■ Exercise ■
Within the listing below, locate all lines containing the word "halo". Copy each one.

■ Task material ■
* * *

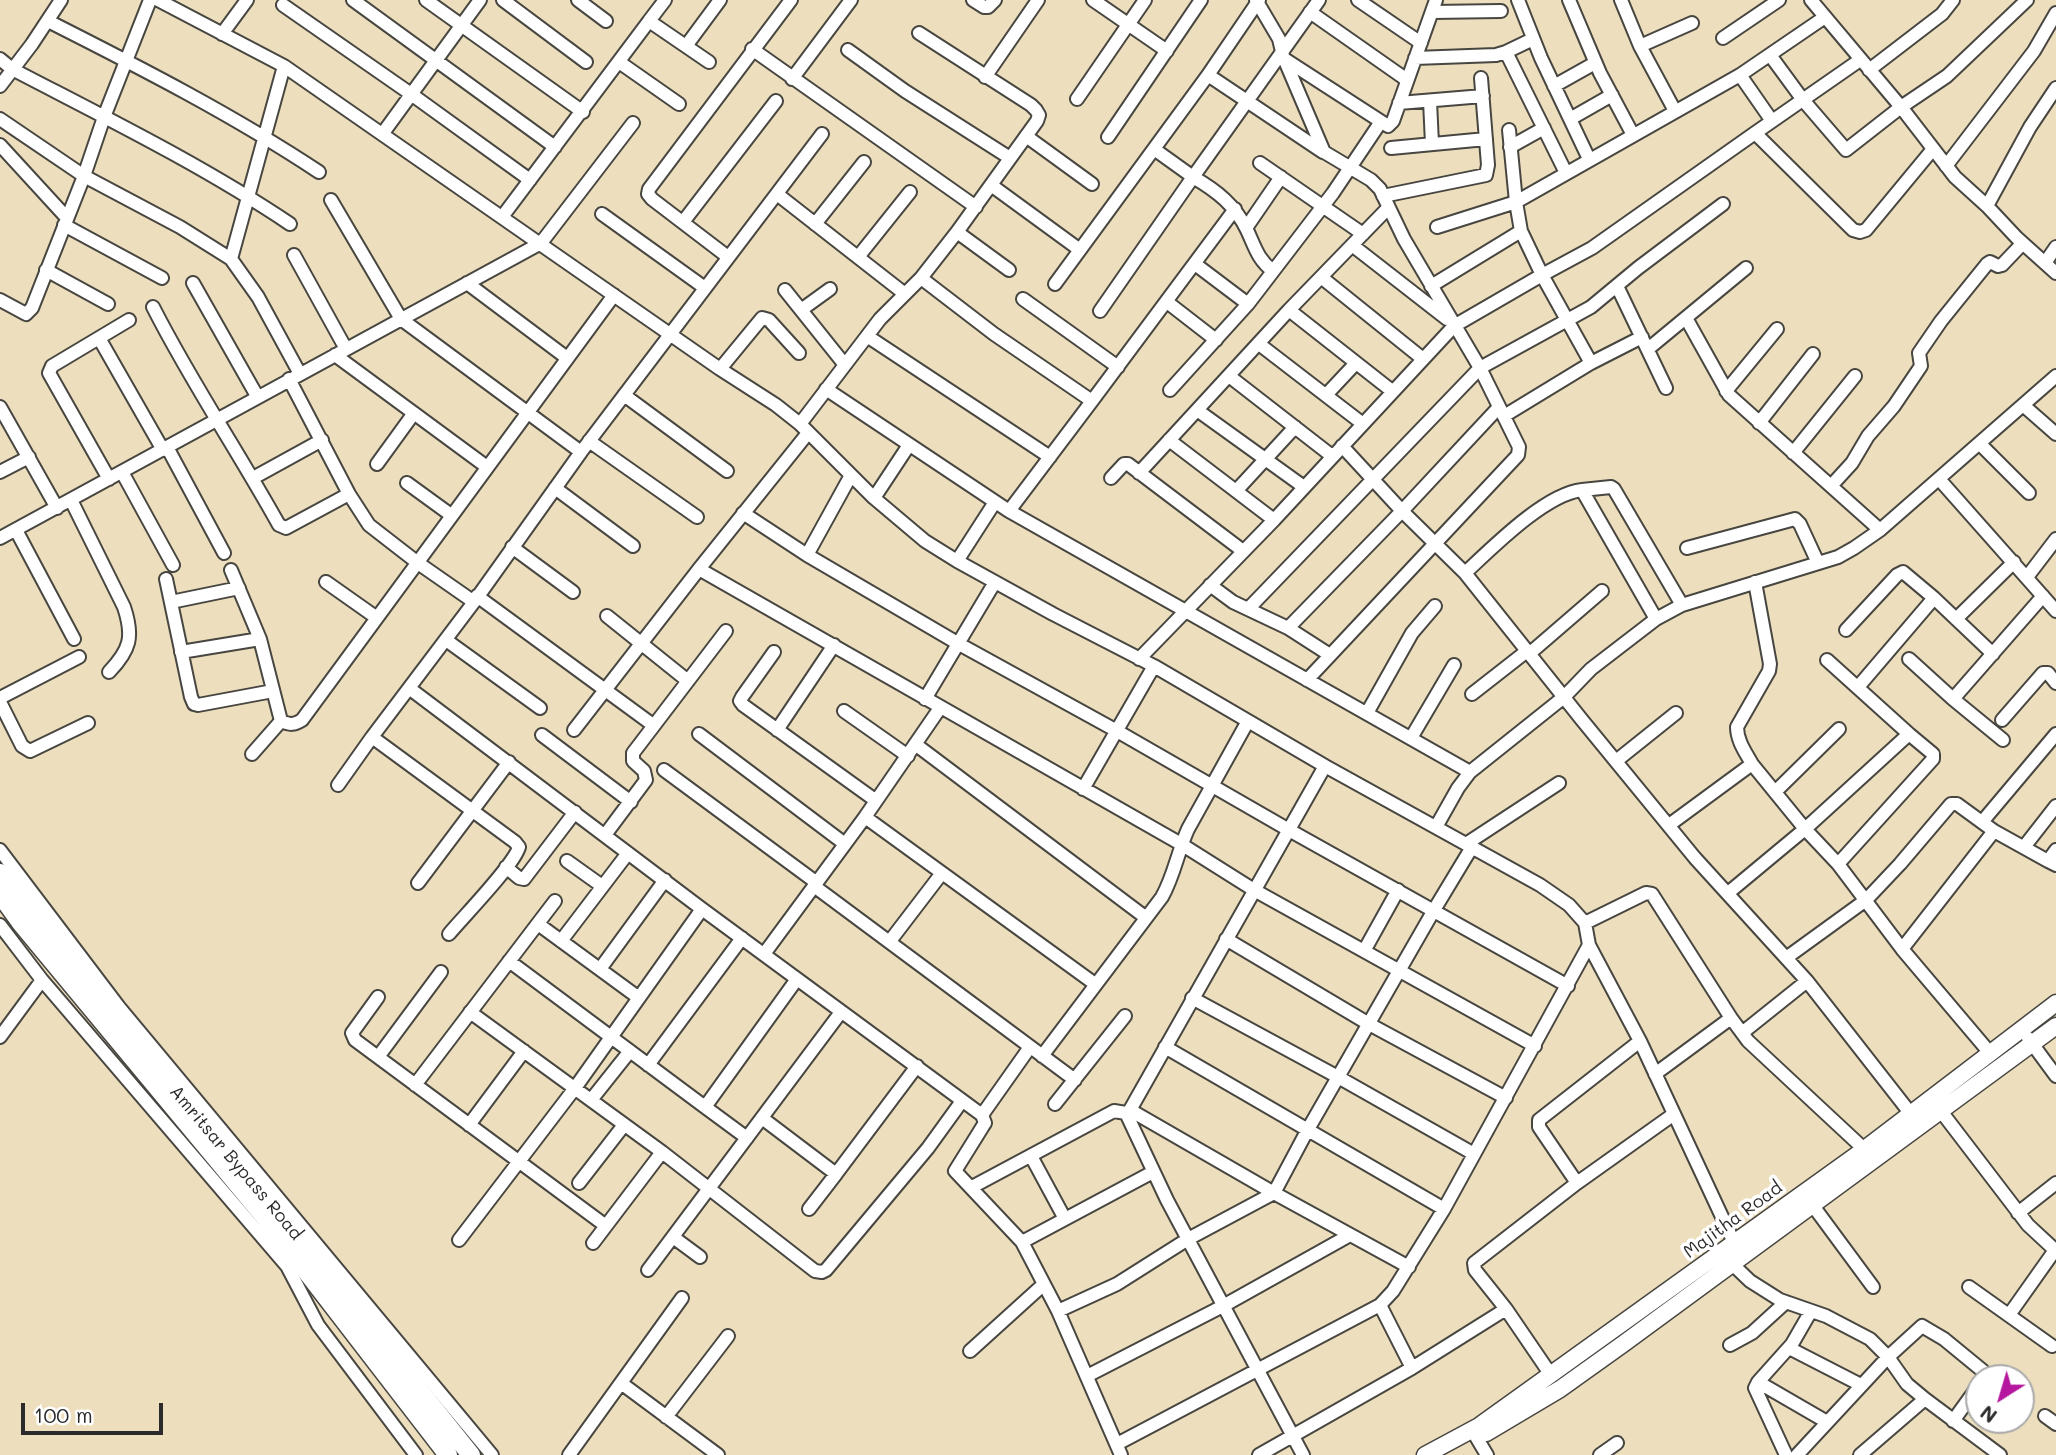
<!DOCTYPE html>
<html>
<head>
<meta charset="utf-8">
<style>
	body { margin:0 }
	#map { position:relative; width:2056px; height:1455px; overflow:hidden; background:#eddfbd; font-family:Mali,sans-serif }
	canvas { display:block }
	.north { position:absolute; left:1965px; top:1364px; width:70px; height:70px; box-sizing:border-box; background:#fff; border:2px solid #aaa; border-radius:50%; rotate:217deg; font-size:19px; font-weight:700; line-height:28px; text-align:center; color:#2b2b2b }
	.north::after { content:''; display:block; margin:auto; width:24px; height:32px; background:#b5179e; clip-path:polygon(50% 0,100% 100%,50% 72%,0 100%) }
	.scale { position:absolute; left:21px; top:1403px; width:142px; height:32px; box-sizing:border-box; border:4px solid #2b2b2b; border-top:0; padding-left:9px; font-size:21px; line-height:24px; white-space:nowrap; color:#2b2b2b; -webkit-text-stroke:5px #fff; paint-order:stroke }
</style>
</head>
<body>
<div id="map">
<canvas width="2056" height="1455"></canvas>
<div class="north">N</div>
<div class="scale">100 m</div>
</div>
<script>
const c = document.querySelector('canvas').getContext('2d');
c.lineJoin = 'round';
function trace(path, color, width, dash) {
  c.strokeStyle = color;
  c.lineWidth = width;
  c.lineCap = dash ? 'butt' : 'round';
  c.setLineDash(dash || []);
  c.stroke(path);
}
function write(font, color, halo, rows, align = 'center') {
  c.font = font + ' Mali,sans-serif';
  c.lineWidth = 7;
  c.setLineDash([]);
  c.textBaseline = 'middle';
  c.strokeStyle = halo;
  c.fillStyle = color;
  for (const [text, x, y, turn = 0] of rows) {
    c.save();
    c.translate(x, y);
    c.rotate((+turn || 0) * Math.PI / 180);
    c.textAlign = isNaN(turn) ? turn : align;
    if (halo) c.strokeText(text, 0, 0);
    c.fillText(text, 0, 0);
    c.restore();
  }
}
const minor = new Path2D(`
	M158,0l126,66 436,303 56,36 24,19 74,74 51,43 32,20 96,53 101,52 171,100 215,119 29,20 16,18 4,22 51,96 97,208
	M353,0l202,147
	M426,0l157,112
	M503,0l83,62
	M578,0l28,21
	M973,0l11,7h4l7,-7
	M1093,0l74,51
	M1256,0l23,39 4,17 41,96 47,28 9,9 24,50 76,129 39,79 -1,8 -211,225
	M1358,0l63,43
	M1518,0l23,58 48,101
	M1569,0l31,73 33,62
	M1621,0l19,46 35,65
	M1811,0l90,107 54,70 32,29 30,32 39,35
	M283,5l128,89 119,86
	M1310,12l97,68
	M1432,12l69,-1
	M48,21c93,47 185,94 271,151
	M649,21l16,-21
	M222,34l25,-34
	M1723,38l56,-38
	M686,46l34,-46
	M1640,46l52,-23
	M752,49l224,158
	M848,50l57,41 105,67
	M1506,52l60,121
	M1770,55l33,45 43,50 55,-43 46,-31 80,-76
	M1415,58l81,-3 10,-3 27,-13
	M0,59l12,10c94,49 190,96 278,155
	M1286,60l102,66 5,-5 43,-121
	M619,62l60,42
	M1869,70l73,-56 11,-14
	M1208,75l115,77
	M1740,75l32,46
	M985,77l53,-77
	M792,79l59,-79
	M0,86l32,-42 29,-44
	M1554,86l41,-23
	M1077,99l68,-99
	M1430,101l2,43
	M1399,103l84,-7
	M0,119l84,57 96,51 51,32 27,38 42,77
	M1570,119l42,-24
	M383,133l97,-133
	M1755,133l105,-73
	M1026,136l66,48
	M1108,137l93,-137
	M0,145l67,73
	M1510,147l34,-19
	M1391,148l95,-9
	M1154,149l39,28 126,-177
	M1260,163l103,71
	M1946,166l88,-115 22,-38
	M991,185l89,65
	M777,194l128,100
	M1383,196l103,-21 2,-10 -7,-87
	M331,200l70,119 180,133
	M1987,206l43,-79 26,-39
	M602,214l103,74
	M502,217l147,-196 60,41
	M683,222l93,-121
	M815,224l49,-62
	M64,225l98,53
	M1437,227l79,-25 -7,-72
	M1246,228l35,-51
	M957,232l52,38
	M1352,245l95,74
	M294,255l52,94
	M728,257l-76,-58 -4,-5 1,-5 142,-189
	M858,257l52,-65
	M231,259l53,-193
	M2045,263l11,-16
	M1195,264l53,40
	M46,270l62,34
	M1321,277l102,82
	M921,278l73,56 98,67 -83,110
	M193,283l64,113
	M467,283l100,75
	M1055,284l153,-209 51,-75
	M1431,286l90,-55
	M1617,286l49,102
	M785,290l60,75
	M1023,299l95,68
	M0,300l26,14 6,-6 52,-132 20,-59 46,-117
	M1167,302l49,38
	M153,307c38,75 85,144 126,218l7,3 63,-34
	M801,310l29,-21
	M1289,310l103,81
	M1100,311l93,-134c24,14 42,28 54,53 8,17 11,30 26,41
	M1686,318l43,77 151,135
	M867,336l183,121
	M99,338l64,112
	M1259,344l104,80
	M1648,349l98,-81
	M335,355l152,112
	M1591,363l-49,-88 50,-27 163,-115 98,97 7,2 6,-2 67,-81
	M720,369l42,-51 7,2 30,33
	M1229,376l103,80
	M289,379l60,115 20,31 49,38 56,39
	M826,389l183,122 461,261
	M1170,390l78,-86 85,-111 47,-70
	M1726,391l51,-62
	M624,395l103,76
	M1326,395l30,-32
	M1092,401l143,-192
	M2023,405l33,29
	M0,407l57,101
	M1197,410l107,77
	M1504,416l87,-53 51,-26
	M1759,423l54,-69
	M800,424l80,-105 41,-41 36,-46 80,-111 2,-6 -3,-5 -5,-5 -112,-72
	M1169,440l105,80
	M589,441l108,76
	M1980,444l49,49
	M1342,446l60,65 63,62 117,147 113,138 112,123 104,133
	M167,447l57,106
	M1793,453l62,-77
	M377,464l37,-51
	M0,472l29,-15
	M122,472l51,93
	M1139,473l150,-163 99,-102
	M850,477l-43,78 152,89 158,87 172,99 279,156
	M253,478l69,-38
	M1111,478l13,-14h4l115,87
	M109,479l-60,-106 3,-7 77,-46
	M1939,479l117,132
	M407,483l44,32
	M1831,486l21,-23 16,-27 26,-30 27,-40 -2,-13 22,-32 46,-57 3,-2 8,4 4,-1 20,-21
	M555,488l78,58
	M1236,491l59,-64
	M874,498l35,-53
	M71,500l53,107c10,30 6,43 -15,65
	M743,513l64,42
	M16,530l58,109
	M0,538l541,-295 92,-120
	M512,547l61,45
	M1687,548l108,-29 5,5 18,39
	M957,561l38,-59
	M699,569l482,275 73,46 281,156
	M231,570l29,69 21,82c9,4 13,4 21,-1l312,-425
	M1465,573c27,-25 80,-79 117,-83
	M2027,577l29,-38
	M166,579l25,118 3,7 4,1 75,-14
	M326,582l51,36
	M1210,585l23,17 55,26 42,27
	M477,596l176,129
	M171,602l68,-14
	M1249,608l231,-240 111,-61 47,-39 85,-64
	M607,616l81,65
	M1656,619l-74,-129 29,-3 3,2 68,116
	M1956,619l58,-57
	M1288,628l114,-117 97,-104
	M1846,630l51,-55 6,-3 31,26 59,56
	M446,640l94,68
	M181,652l79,-13
	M774,652l-32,45 -2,4 3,4 132,95
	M1529,654l73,-63
	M1139,659l135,-139 180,-194 88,-51 -21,-44 -5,-29 224,-127 85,-58
	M1909,659l44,40
	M1858,687l76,-89
	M409,688l293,221 280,206
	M1472,694l55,-43
	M0,698l79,-41
	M925,699l70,-117
	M0,702l22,44 8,5 58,-28
	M844,711l64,45
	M1367,713l45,-80 23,-27
	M2002,720l41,-47h5l8,10
	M574,730l125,-161 109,-136
	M777,730l57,-85
	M699,734l146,110
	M542,735l89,67
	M372,737l143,105 4,5c-5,18 -55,69 -70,87
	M1411,738l43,-73
	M2003,740l-50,-41 90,-103
	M915,744l230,173
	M252,754l29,-33
	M1616,761l60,-48
	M1752,764c-6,-11 -15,-23 -15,-37l32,-56 1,-7 -15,-82
	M664,770l153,113
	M338,785l34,-48 102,-135 107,-150 241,-318
	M1083,789l71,-123
	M1775,792l64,-63
	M865,817l230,167
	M1982,822l74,-88
	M1669,825l83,-61 53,65 33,35 64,85 88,104
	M1436,827l22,-39 12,-16 94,-75 27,-28 65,-50 26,-14 156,-48 16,-9 26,-18 176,-154
	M605,835l41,-55 -2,-9 -11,-10v-8l93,-122
	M1466,844l93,-61
	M2024,847l32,-41
	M0,850l119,157 373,448
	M2056,850l-8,11 8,4
	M567,861l35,25
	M1838,864l95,-105v-5l-24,-20
	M506,867l13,11 5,1 51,-67
	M418,883l91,-121
	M814,886l261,194
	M1728,893l77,-64 104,-95 -82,-74
	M1585,923l61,-30 6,1 79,124 -76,56
	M538,924l101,74
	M0,925l42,55 245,286 31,59 98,130
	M1226,939l143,85 137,74
	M561,941l67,-88
	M890,941l52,-68
	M1902,949l92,-118
	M1364,951l34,-61
	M764,954l101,-137 75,-109
	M1786,958l80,-58 34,-36 51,-60h6l37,27 54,30
	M509,961l196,146 92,-128
	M600,969l65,-89
	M378,997l-26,36 3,7 251,186
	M1192,998l146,79 136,77
	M470,1012l192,140 153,119 7,1 4,-2 102,-122 34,-47
	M1731,1018l17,23 116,108
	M1742,1033l65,-52
	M0,1037l42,-57
	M2028,1038l28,38
	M1030,1047l-48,68 3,8 -2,3 -28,45 67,71 36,69 63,144
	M1165,1047l279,162
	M1042,1056l120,-159c12,-21 16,-46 26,-68l60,-108
	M378,1057l63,-85
	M648,1065l94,-127
	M415,1085l140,-184
	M591,1100l39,-49
	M1055,1104l70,-88
	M1937,1106l91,119 28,26
	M705,1107l42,31
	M1130,1110l144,83 135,74
	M762,1118l74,56 81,-108
	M469,1125l55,-74
	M1031,1156l34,63
	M579,1183l45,-58
	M1577,1183l-38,-56v-7l101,-79
	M972,1187l142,-76 12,2
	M1808,1199l65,88
	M809,1209l27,-35
	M2018,1213l38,-30
	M673,1237l27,20
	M459,1240l116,-152 127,-179
	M1022,1242l131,-70
	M593,1243l69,-91
	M1726,1258l24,23 30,19 46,16 44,23 18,18 19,27 18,15 75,56
	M648,1270l193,-258
	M1969,1287l83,59
	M1380,1305l32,63
	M1058,1311l59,-27 71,-45 86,-46 33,-62 127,-221 38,-63
	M2009,1315l46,-65
	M1730,1345l22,-12 34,-31
	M1789,1348l72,37
	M970,1351l74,-67
	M1551,1375l-45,-66 -31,-39 -1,-7 103,-80 97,-69
	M1087,1376l136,-70 127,-71
	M1758,1382l69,40
	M621,1383l97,72
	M2045,1416l11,8
	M666,1417l62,-81
	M1953,1421l26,-36
	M1472,1430l15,25
	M1117,1444l263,-139 13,-14 51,-82 145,-264
	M569,1455l113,-157
	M1259,1455l153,-87 94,-59
	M1303,1455l-136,-255 -41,-87 4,-3 195,-344
	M1600,1455l17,-12
	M1786,1455l-31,-67 3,-6 34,-38 19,-33
	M1797,1455l91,-98 34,-31 22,13 39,32v7
	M1860,1455l65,-56`);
const major = new Path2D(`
	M1486,1433l74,-44 63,-45 433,-318
	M1425,1455l54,-29 379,-272 198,-151`);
const highway = new Path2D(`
	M0,873l40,52 227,274 204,256
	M0,894l21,29 242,292 185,240`);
const streetNames = [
	["Amritsar Bypass Road",236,1163,50],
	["Majitha Road",1733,1220,-36]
];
trace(minor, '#484641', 16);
trace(major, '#484641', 19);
trace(highway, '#484641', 21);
trace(minor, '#fff', 12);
trace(major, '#fff', 16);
trace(highway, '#fff', 18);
write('18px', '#2b2b2b', '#fff', streetNames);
</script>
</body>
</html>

* * *

■ Written response ■
function write(font, color, halo, rows, align = 'center') {
  c.strokeStyle = halo;
    if (halo) c.strokeText(text, 0, 0);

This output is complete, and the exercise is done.